In yet another embodiment, the dog(s) 134 may be configured to block fluidic flow between the decelerator assembly 22 and the inner wall 152 thereby hydraulically trapping fluid between the dog(s) 34 and the downhole structure 18 and forming a hydraulic brake. Additionally, a combination of more than one of the embodiments disclosed herein can be used in unison to decelerate the decelerator assembly 22 as well as any tools attached thereto when dropped within the downhole tubular 14.
Embodiments of the decelerating device 110 may be configured to decelerate and stop motion of the body 26 prior to impact between the body 26 and the downhole structure 18. Alternately, the decelerating device 110 may allow such contact only after sufficient kinetic energy has been dissipated to prevent damage to the downhole structure 18, the decelerator assembly 22, or the tool connected thereto.
While the invention has been described with reference to an exemplary embodiment or embodiments, it will be understood by those skilled in the art that various changes may be made and equivalents may be substituted for elements thereof without departing from the scope of the invention.
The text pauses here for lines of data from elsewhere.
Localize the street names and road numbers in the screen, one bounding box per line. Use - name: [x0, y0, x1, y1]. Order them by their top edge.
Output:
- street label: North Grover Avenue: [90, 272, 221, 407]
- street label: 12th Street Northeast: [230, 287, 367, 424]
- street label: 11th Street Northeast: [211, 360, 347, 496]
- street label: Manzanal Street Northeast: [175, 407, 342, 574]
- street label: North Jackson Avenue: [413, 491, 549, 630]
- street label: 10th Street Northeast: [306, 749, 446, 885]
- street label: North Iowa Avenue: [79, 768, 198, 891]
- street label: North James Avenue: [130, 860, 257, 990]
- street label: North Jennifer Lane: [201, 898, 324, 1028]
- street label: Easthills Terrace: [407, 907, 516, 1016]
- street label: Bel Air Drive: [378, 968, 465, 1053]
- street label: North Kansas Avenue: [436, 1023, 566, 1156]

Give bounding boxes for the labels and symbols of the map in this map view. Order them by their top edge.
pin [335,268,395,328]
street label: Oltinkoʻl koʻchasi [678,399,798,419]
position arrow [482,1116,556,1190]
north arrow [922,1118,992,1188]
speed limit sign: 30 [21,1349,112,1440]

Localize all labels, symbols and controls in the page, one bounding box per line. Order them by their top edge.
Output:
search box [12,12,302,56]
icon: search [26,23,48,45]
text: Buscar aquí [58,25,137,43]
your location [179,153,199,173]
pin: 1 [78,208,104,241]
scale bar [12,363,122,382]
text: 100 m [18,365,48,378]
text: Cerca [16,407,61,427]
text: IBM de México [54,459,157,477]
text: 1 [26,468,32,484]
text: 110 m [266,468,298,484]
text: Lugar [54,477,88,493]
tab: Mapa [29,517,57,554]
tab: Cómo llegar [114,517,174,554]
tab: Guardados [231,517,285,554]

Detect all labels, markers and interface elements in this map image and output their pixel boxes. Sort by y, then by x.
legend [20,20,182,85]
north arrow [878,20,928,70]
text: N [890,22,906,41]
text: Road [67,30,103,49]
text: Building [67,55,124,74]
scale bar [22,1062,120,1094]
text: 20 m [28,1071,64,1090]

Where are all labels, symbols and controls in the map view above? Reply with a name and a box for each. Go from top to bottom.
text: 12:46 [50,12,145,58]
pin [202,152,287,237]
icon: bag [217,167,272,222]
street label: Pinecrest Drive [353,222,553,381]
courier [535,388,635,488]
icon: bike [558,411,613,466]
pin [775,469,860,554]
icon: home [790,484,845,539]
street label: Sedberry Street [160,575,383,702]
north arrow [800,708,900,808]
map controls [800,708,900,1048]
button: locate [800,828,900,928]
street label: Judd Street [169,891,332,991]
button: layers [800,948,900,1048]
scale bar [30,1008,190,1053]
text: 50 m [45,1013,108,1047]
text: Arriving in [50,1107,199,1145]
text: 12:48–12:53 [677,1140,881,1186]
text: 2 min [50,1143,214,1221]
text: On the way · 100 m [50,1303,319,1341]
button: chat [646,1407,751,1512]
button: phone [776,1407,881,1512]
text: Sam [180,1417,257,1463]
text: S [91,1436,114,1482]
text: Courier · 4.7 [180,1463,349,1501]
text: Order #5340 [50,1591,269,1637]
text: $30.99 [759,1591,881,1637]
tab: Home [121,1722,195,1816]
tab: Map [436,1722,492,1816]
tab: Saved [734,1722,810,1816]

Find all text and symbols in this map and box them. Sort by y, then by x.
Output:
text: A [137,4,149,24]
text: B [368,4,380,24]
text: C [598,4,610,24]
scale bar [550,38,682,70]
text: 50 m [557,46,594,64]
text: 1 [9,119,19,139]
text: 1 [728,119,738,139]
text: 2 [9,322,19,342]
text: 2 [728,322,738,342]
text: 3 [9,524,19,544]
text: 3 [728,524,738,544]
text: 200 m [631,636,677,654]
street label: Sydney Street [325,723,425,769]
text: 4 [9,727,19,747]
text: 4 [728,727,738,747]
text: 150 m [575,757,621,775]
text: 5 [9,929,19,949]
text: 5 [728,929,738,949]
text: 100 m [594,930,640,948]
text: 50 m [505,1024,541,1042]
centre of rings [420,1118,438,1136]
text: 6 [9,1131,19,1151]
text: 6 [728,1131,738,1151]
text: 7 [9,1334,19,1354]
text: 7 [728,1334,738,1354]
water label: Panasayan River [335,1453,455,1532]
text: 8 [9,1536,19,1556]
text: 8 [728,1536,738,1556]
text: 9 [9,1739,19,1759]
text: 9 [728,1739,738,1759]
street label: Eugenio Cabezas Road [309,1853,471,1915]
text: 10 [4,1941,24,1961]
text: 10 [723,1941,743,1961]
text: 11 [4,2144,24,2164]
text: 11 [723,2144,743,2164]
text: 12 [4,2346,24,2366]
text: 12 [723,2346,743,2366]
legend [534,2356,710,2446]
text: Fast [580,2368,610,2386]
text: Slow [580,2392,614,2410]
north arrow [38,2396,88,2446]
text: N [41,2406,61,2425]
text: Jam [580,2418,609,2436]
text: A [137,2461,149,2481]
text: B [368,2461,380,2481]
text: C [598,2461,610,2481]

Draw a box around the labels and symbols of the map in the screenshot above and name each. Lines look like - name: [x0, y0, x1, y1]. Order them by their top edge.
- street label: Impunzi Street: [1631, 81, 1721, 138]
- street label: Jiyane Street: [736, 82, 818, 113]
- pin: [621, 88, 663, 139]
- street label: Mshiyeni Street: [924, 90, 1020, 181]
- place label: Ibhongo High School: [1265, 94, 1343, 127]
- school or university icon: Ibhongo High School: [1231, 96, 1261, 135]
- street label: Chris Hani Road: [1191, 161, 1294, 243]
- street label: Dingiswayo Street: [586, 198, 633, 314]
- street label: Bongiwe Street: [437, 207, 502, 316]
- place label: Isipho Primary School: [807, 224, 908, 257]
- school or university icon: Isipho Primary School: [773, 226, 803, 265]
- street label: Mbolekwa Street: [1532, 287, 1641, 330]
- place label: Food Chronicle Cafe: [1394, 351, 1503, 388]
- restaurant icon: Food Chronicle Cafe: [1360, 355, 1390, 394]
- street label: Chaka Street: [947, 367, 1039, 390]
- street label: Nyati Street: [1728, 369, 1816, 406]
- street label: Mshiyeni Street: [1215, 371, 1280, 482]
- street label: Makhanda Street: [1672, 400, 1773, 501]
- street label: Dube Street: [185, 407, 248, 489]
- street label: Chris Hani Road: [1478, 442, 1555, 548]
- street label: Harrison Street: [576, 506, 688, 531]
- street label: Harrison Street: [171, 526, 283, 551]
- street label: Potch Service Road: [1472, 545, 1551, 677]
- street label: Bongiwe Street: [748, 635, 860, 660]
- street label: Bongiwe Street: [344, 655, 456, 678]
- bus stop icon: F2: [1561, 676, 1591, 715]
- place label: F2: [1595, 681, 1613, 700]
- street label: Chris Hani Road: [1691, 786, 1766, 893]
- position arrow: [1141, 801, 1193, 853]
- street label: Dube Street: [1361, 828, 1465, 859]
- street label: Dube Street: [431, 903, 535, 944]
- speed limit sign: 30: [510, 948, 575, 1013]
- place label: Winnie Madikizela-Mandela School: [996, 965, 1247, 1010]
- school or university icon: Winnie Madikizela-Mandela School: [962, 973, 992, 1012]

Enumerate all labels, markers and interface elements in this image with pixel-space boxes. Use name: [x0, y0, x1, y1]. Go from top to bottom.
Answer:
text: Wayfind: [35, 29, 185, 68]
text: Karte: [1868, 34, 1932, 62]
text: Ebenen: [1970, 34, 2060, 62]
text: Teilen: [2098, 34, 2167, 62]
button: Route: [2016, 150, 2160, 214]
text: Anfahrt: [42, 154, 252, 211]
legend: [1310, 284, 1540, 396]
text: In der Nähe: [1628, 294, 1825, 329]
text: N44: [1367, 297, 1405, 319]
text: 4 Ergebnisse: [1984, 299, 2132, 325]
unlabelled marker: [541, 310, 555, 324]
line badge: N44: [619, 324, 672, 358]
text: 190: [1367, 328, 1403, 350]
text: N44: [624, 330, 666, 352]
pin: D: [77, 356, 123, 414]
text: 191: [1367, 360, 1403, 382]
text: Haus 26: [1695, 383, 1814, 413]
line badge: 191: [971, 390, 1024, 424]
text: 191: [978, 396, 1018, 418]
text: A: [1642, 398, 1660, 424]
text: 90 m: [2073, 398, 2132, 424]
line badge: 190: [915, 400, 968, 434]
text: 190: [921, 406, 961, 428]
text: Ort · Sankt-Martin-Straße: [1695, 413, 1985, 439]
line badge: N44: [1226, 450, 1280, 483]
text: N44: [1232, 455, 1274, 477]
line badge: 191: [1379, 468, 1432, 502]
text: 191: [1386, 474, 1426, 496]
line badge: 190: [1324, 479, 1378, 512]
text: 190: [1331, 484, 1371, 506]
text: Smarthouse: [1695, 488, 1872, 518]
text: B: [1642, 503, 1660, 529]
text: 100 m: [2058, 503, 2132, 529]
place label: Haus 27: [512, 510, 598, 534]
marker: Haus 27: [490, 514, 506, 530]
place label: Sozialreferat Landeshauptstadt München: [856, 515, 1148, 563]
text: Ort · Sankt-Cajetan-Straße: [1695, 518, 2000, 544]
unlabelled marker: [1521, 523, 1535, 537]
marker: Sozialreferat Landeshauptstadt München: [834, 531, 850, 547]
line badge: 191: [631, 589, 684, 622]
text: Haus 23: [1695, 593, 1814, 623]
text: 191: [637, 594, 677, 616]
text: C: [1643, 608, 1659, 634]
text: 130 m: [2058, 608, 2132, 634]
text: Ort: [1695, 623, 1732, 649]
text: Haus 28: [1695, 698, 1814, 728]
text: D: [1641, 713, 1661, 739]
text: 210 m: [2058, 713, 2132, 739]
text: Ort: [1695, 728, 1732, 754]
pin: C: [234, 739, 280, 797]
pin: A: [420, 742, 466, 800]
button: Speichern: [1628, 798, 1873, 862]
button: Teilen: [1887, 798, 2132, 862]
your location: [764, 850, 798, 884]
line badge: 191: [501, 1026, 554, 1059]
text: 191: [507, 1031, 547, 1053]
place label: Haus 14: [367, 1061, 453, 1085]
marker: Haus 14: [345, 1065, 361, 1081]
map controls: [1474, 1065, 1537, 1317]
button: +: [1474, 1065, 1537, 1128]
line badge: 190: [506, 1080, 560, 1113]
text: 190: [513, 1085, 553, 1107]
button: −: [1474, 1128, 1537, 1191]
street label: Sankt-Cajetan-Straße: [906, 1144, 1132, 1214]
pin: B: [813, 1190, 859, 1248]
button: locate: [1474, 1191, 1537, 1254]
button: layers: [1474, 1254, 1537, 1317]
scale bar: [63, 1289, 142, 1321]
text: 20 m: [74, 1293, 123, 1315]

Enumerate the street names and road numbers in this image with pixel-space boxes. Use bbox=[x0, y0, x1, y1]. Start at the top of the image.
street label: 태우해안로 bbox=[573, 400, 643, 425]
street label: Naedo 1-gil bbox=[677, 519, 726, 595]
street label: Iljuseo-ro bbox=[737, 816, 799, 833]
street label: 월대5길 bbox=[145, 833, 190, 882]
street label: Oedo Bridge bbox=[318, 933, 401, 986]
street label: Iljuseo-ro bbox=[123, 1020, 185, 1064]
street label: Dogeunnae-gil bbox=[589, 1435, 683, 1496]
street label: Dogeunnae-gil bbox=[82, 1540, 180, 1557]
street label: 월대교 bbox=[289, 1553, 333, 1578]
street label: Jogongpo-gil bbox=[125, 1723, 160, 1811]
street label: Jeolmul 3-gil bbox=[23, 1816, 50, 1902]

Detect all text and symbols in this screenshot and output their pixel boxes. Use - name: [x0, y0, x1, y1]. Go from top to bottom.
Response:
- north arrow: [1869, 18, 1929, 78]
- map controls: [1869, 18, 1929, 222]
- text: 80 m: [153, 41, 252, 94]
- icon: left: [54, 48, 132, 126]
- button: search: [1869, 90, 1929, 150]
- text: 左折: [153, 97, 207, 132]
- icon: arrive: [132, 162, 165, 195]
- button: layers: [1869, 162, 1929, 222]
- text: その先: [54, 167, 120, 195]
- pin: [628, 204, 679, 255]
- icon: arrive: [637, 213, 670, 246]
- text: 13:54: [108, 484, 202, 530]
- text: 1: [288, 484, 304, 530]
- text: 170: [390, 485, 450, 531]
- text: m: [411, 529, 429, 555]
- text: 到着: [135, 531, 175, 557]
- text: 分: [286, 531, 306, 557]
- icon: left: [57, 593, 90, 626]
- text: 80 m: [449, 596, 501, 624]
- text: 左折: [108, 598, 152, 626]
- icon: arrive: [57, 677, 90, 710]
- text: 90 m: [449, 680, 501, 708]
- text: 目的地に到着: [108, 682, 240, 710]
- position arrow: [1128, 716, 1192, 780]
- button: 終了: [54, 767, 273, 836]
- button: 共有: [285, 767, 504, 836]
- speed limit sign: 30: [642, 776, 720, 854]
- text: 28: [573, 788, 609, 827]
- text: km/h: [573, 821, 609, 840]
In addition, many modifications may be made to adapt a particular situation or material to the teachings of the invention without departing from the essential scope thereof. Therefore, it is intended that the invention not be limited to the particular embodiment disclosed as the best mode contemplated for carrying out this invention, but that the invention will include all embodiments falling within the scope of the claims. Also, in the drawings and the description, there have been disclosed exemplary embodiments of the invention and, although specific terms may have been employed, they are unless otherwise stated used in a generic and descriptive sense only and not for purposes of limitation, the scope of the invention therefore not being so limited. Moreover, the use of the terms first, second, etc. do not denote any order or importance, but rather the terms first, second, etc. are used to distinguish one element from another. Furthermore, the use of the terms a, an, etc. do not denote a limitation of quantity, but rather denote the presence of at least one of the referenced item.
Claims
1. A decelerating system for a tubular located at a subterranean location and further comprising a profile, comprising:
- a decelerator assembly selectively actuated to engage the tubular;
- said decelerator assembly movably mounted to a mandrel;
- said decelerator assembly comprising at least one element in operable communication with the mandrel such that longitudinal movement of said decelerator assembly relative to said mandrel when said mandrel has found a support after freefalling causes radial movement of said at least one element to interact with the tubular to decelerate the decelerator assembly in relation to the tubular.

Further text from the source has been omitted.